S5.1.1 Is capable of applying brake torques individually to all
four wheels and has a control algorithm that utilizes this
capability.
---------------------------------------------------------------------------
After careful consideration of the comments, we have decided to
retain the approach set forth in the NPRM (with certain modifications),
which would make the requirements associated with the definition of
``ESC System'' the primary basis of the standard. Our reasoning for
this decision is as follows.
The agency's intention in the context of this ESC rulemaking has
been to spread the proven safety benefits of current ESC systems across
the light vehicle fleet. Available information shows that current
brake-based ESC systems are effective and meet the need for motor
vehicle safety.

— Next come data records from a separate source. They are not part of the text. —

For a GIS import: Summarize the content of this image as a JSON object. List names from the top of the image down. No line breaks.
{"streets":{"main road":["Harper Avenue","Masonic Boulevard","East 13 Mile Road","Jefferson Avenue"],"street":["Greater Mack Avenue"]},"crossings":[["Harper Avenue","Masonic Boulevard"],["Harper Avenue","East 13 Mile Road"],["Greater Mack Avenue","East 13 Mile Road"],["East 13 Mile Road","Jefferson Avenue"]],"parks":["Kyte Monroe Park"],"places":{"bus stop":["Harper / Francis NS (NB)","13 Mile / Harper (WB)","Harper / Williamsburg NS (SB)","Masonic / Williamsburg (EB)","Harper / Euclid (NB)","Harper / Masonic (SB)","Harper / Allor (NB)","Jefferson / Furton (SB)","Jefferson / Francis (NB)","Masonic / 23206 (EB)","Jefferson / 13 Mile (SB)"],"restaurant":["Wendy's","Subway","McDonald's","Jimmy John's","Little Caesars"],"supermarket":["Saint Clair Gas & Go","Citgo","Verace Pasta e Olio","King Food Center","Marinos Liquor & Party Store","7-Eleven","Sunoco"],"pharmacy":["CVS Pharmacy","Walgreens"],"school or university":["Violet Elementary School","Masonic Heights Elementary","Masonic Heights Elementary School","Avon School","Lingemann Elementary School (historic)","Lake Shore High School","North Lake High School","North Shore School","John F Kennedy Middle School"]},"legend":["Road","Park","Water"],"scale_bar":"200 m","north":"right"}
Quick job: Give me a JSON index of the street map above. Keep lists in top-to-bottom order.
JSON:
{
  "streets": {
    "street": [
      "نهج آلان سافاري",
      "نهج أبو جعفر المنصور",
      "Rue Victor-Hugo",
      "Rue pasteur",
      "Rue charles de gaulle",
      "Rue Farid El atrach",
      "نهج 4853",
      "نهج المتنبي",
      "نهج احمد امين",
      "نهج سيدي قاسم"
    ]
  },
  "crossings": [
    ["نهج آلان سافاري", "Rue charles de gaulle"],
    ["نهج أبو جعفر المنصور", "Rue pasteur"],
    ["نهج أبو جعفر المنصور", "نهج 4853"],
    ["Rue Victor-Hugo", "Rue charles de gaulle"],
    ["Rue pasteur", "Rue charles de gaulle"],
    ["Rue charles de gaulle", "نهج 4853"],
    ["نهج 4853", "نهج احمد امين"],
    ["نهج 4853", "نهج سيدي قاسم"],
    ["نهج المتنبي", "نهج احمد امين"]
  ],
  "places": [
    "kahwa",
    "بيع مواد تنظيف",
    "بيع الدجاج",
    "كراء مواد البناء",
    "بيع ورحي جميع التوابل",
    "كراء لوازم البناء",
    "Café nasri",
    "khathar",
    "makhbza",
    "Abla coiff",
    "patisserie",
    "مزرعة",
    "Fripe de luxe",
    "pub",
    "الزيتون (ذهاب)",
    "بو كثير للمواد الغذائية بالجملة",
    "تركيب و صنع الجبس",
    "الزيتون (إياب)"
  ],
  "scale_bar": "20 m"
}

The agency is not aware of and commenters have not
provided any information to demonstrate the efficacy of the ESC-related
technologies specified in their comments as an alternative to brake-
based ESC systems.
Furthermore, it is possible for a vehicle without ESC to be
optimized to avoid spin-out in the narrowly defined conditions of the
ESC oversteer intervention test (especially if the standard is silent
on understeer) but to lack the advantages of ESC under other
conditions. The agency has determined that it is not currently feasible
to develop a comprehensive battery of tests that could substitute for
the knowledge of what equipment constitutes ESC, and it remains to be
seen if such approach
[[Page 17255]]
would ever be practical to set a purely performance-based standard that
would ensure that manufacturers provide at least current ESC systems.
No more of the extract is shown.